Work request:
Without including pictures, set down every record exactly as it stands.

--- Source records Enclosed Below ---

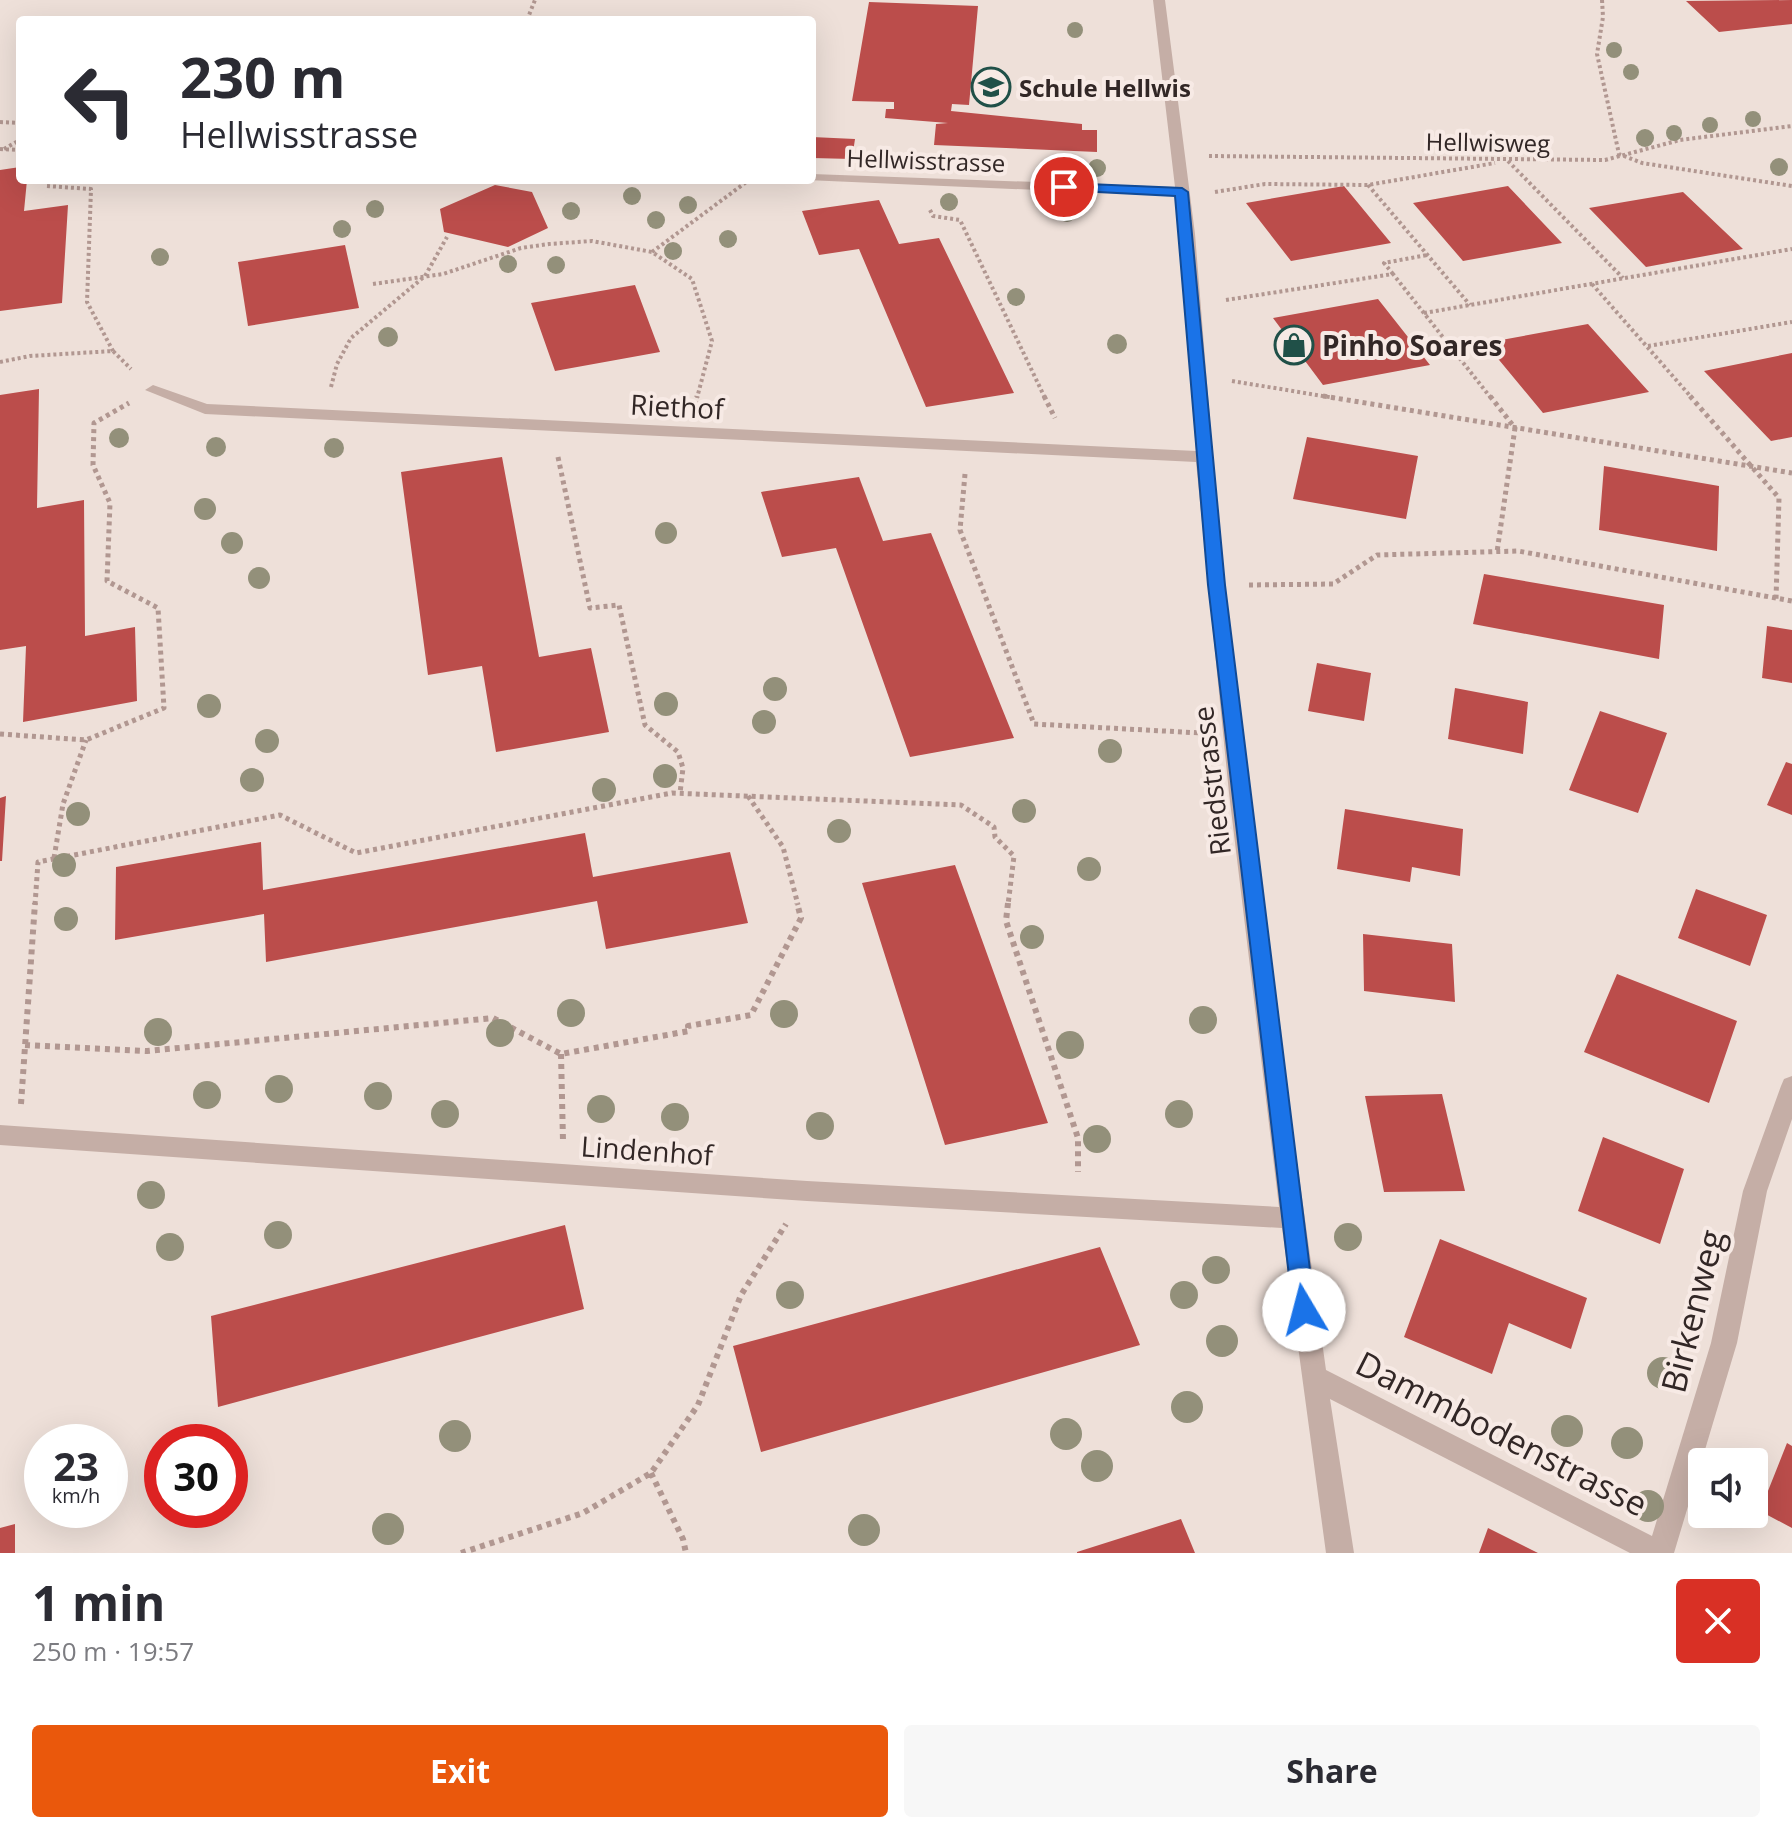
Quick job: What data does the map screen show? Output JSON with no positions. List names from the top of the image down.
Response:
{
  "streets": {
    "street": [
      "Hellwisstrasse",
      "Riethof",
      "Riedstrasse",
      "Lindenhof",
      "Birkenweg",
      "Dammbodenstrasse"
    ],
    "path": ["Hellwisweg"]
  },
  "crossings": [
    ["Hellwisweg", "Riedstrasse"],
    ["Hellwisstrasse", "Riedstrasse"],
    ["Riethof", "Riedstrasse"],
    ["Riedstrasse", "Lindenhof"],
    ["Riedstrasse", "Dammbodenstrasse"],
    ["Birkenweg", "Dammbodenstrasse"]
  ],
  "places": {
    "school or university": ["Schule Hellwis"],
    "shop": ["Pinho Soares"]
  },
  "page": {
    "turn": ["230 m", "Hellwisstrasse"],
    "speed": "23 km/h",
    "limit": "30",
    "heading": ["1 min", "250 m · 19:57"],
    "buttons": ["Exit", "Share"]
  }
}
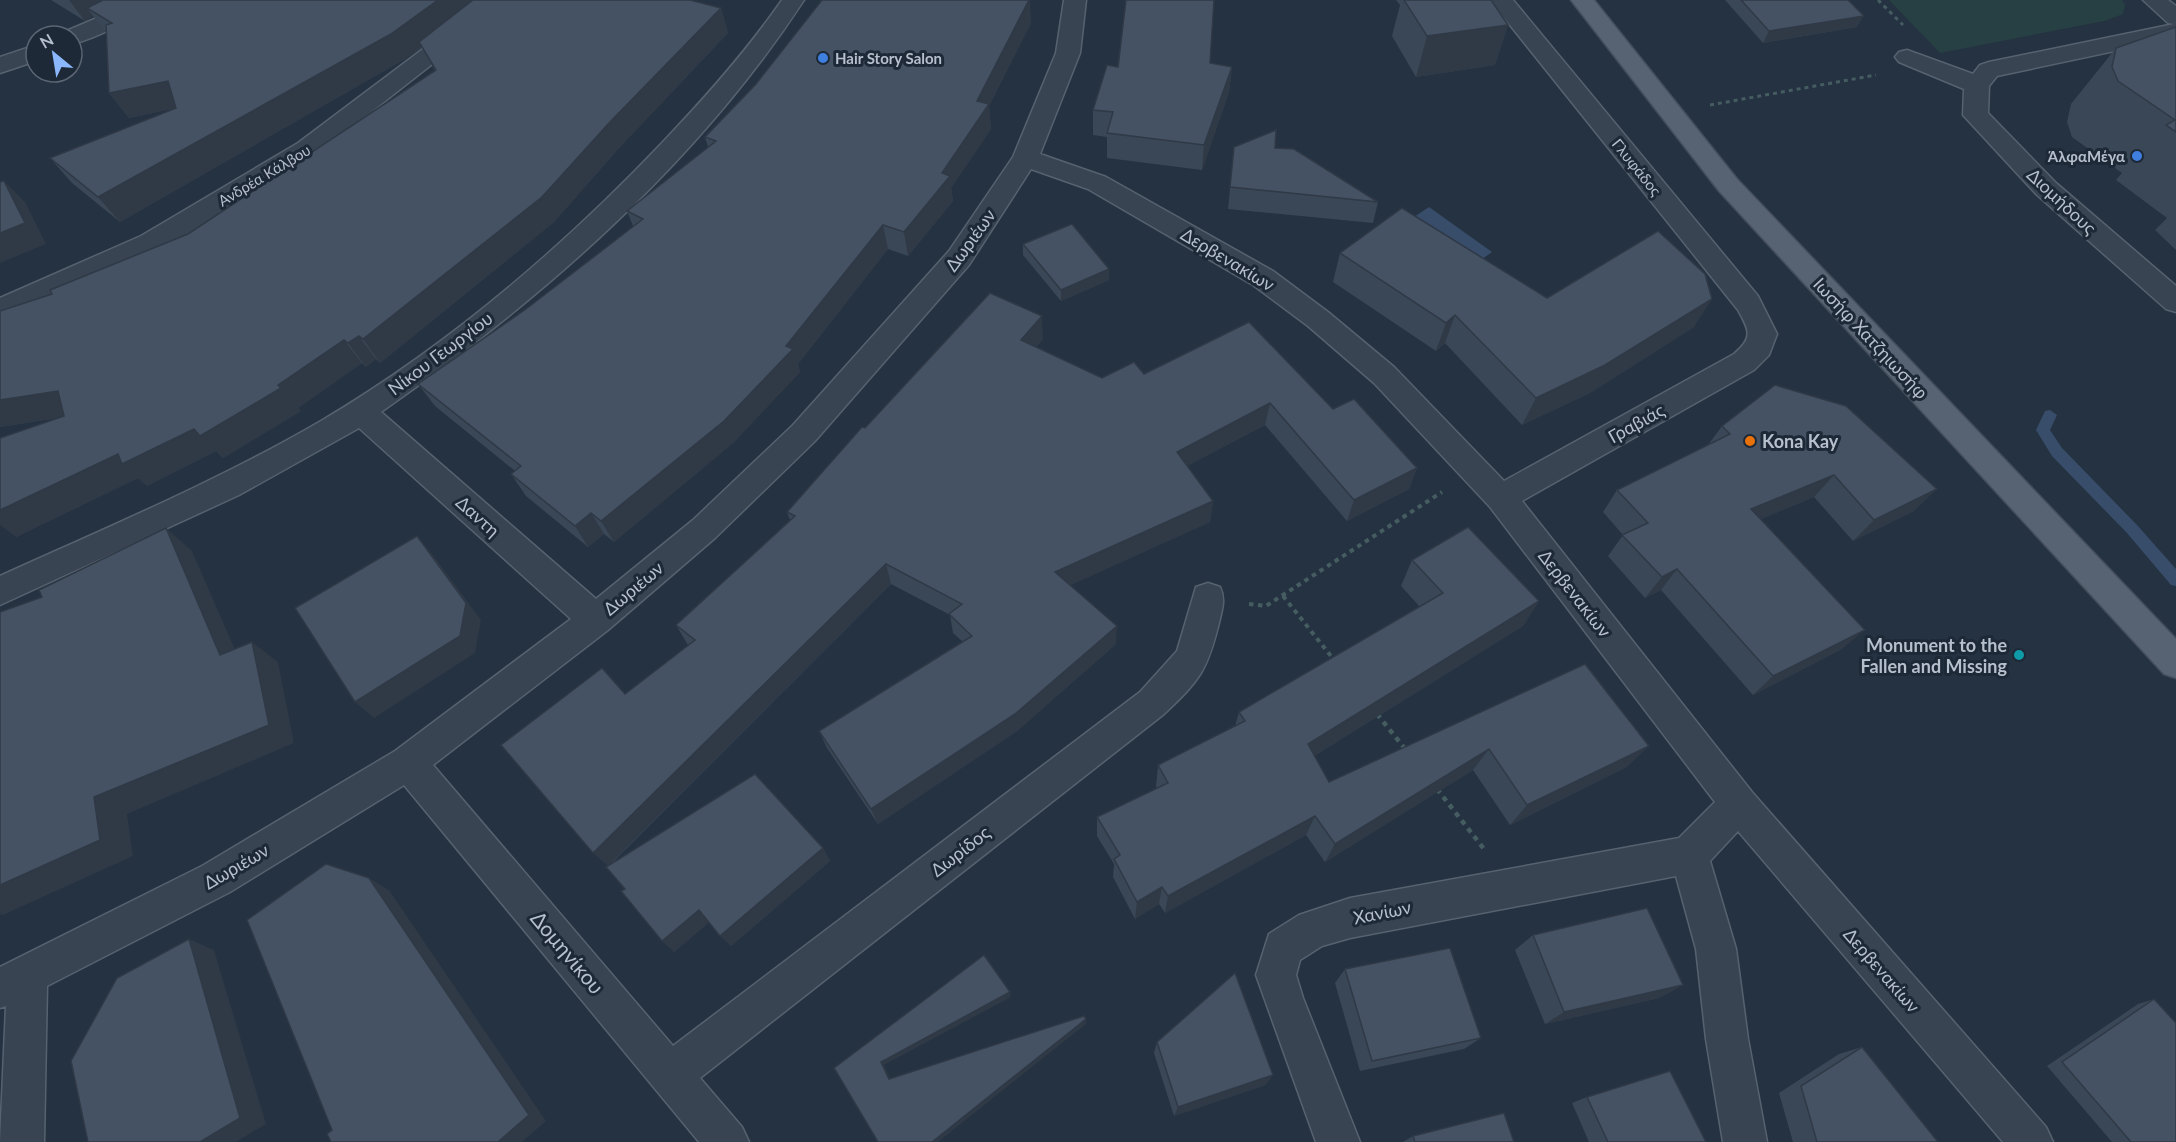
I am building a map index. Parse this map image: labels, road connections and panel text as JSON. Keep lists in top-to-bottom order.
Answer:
{
  "streets": {
    "main road": ["Ιωσήφ Χατζηιωσήφ"],
    "street": [
      "Γλυφάδος",
      "Ανδρέα Κάλβου",
      "Διομήδους",
      "Δωριέων",
      "Δερβενακίων",
      "Νίκου Γεωργίου",
      "Γραβιάς",
      "Δαντη",
      "Δωρίδος",
      "Χανίων",
      "Δομηνίκου"
    ]
  },
  "crossings": [
    ["Γλυφάδος", "Γραβιάς"],
    ["Δωριέων", "Δερβενακίων"],
    ["Δωριέων", "Δαντη"],
    ["Δωριέων", "Δομηνίκου"],
    ["Δερβενακίων", "Γραβιάς"],
    ["Νίκου Γεωργίου", "Δαντη"],
    ["Δωρίδος", "Δομηνίκου"]
  ],
  "places": [
    "Hair Story Salon",
    "ΆλφαΜέγα",
    "Kona Kay",
    "Monument to the Fallen and Missing"
  ],
  "north": "top left"
}
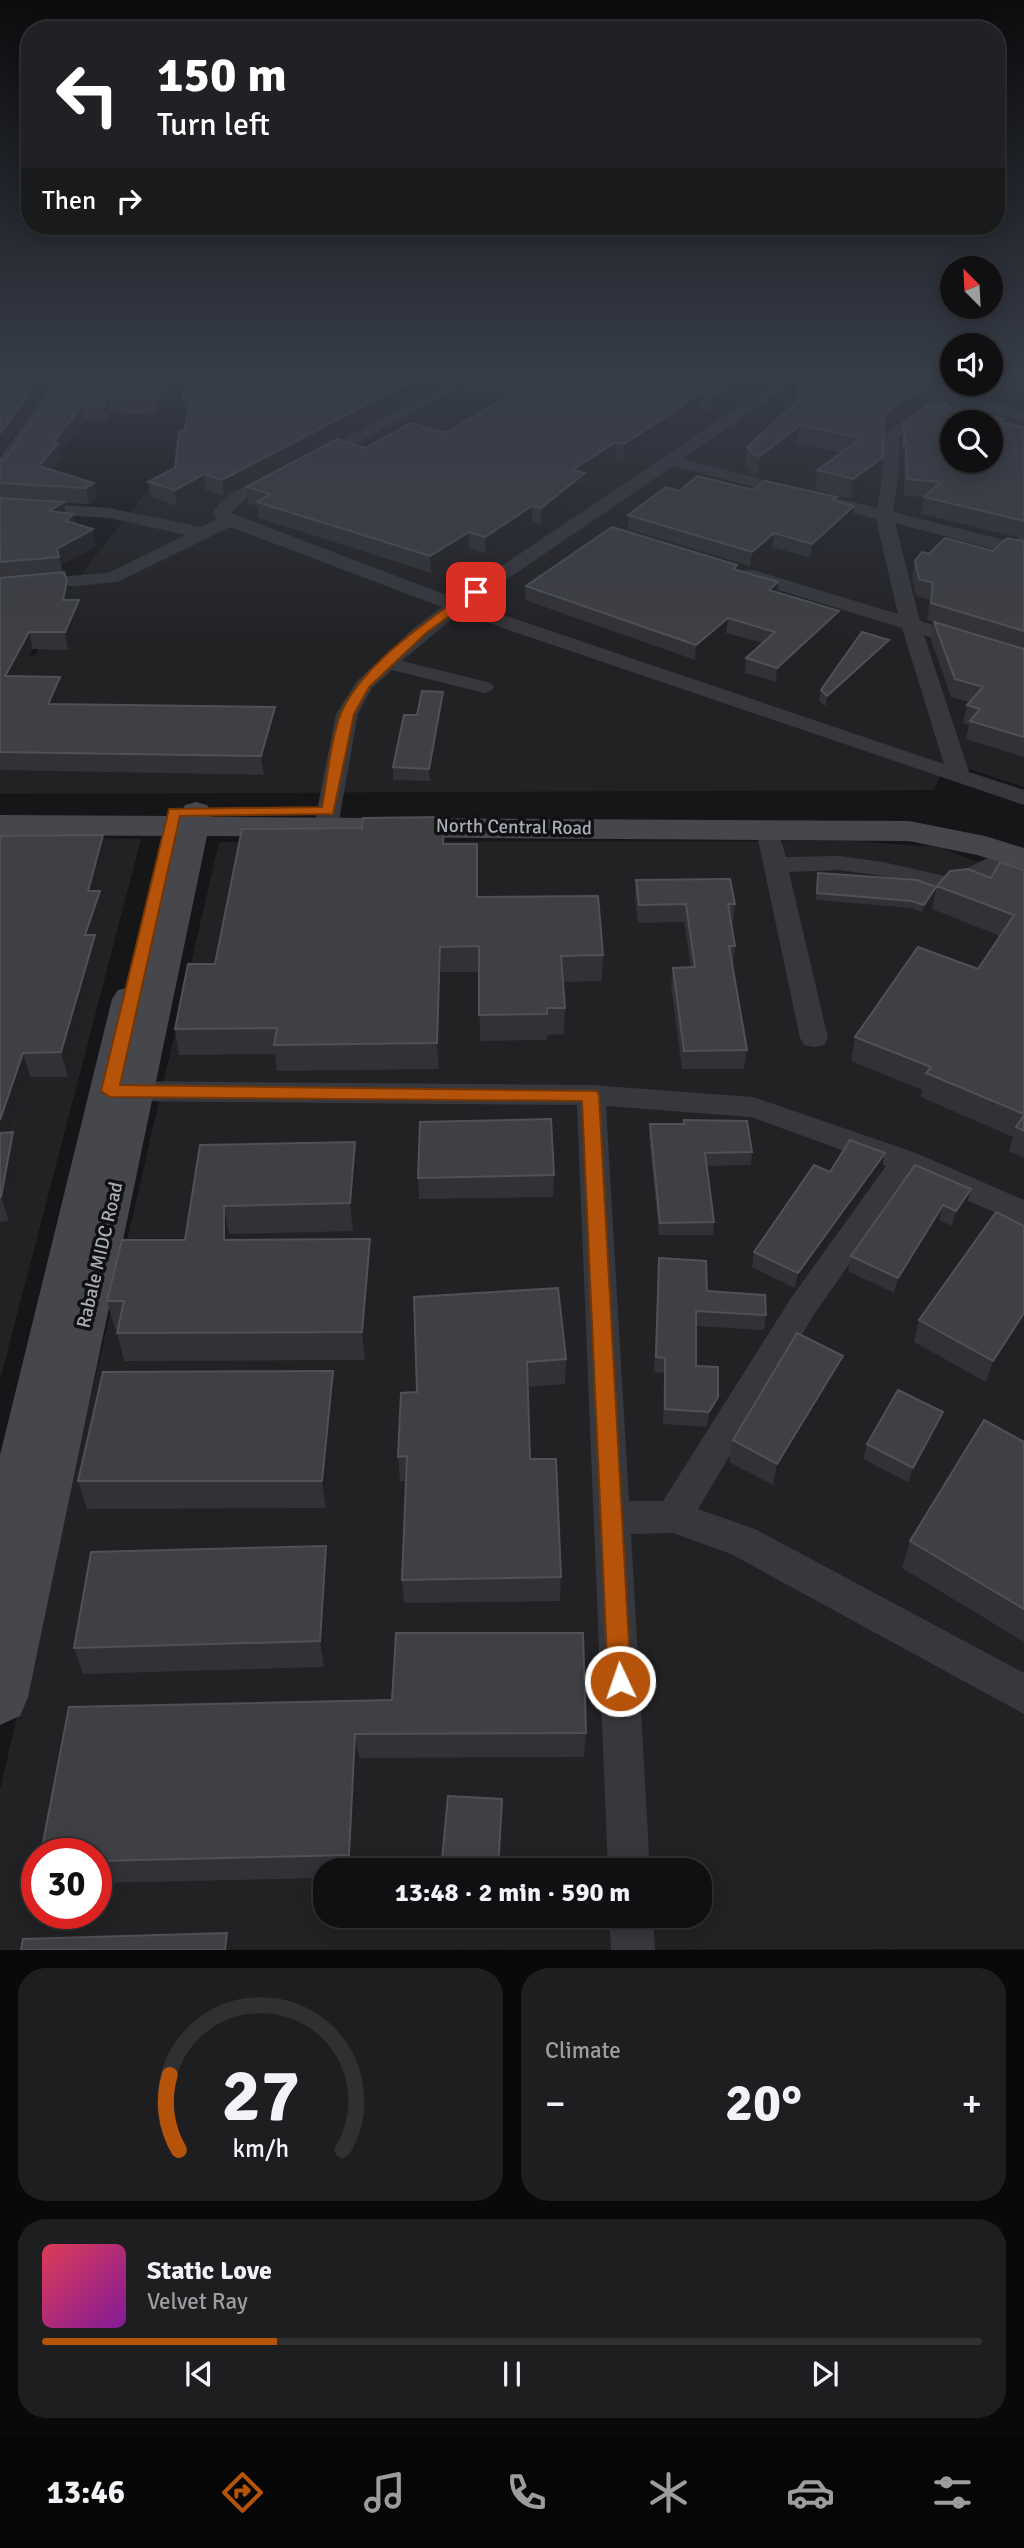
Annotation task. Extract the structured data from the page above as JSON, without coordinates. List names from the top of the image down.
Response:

--- End of Enclosed Source records ---

Answer box:
Quick job: What data does the map screen show? Output JSON with no positions. List names from the top of the image down.
Response:
{
  "streets": {
    "street": [
      "Hellwisstrasse",
      "Riethof",
      "Riedstrasse",
      "Lindenhof",
      "Birkenweg",
      "Dammbodenstrasse"
    ],
    "path": ["Hellwisweg"]
  },
  "crossings": [
    ["Hellwisweg", "Riedstrasse"],
    ["Hellwisstrasse", "Riedstrasse"],
    ["Riethof", "Riedstrasse"],
    ["Riedstrasse", "Lindenhof"],
    ["Riedstrasse", "Dammbodenstrasse"],
    ["Birkenweg", "Dammbodenstrasse"]
  ],
  "places": {
    "school or university": ["Schule Hellwis"],
    "shop": ["Pinho Soares"]
  },
  "page": {
    "turn": ["230 m", "Hellwisstrasse"],
    "speed": "23 km/h",
    "limit": "30",
    "heading": ["1 min", "250 m · 19:57"],
    "buttons": ["Exit", "Share"]
  }
}
I am building a map index. Parse this map image: labels, road connections and panel text as JSON. Keep lists in top-to-bottom order.
Answer:
{
  "streets": {
    "main road": ["Ιωσήφ Χατζηιωσήφ"],
    "street": [
      "Γλυφάδος",
      "Ανδρέα Κάλβου",
      "Διομήδους",
      "Δωριέων",
      "Δερβενακίων",
      "Νίκου Γεωργίου",
      "Γραβιάς",
      "Δαντη",
      "Δωρίδος",
      "Χανίων",
      "Δομηνίκου"
    ]
  },
  "crossings": [
    ["Γλυφάδος", "Γραβιάς"],
    ["Δωριέων", "Δερβενακίων"],
    ["Δωριέων", "Δαντη"],
    ["Δωριέων", "Δομηνίκου"],
    ["Δερβενακίων", "Γραβιάς"],
    ["Νίκου Γεωργίου", "Δαντη"],
    ["Δωρίδος", "Δομηνίκου"]
  ],
  "places": [
    "Hair Story Salon",
    "ΆλφαΜέγα",
    "Kona Kay",
    "Monument to the Fallen and Missing"
  ],
  "north": "top left"
}
Annotation task. Extract the structured data from the page above as JSON, without coordinates. List names from the top of the image down.
Response:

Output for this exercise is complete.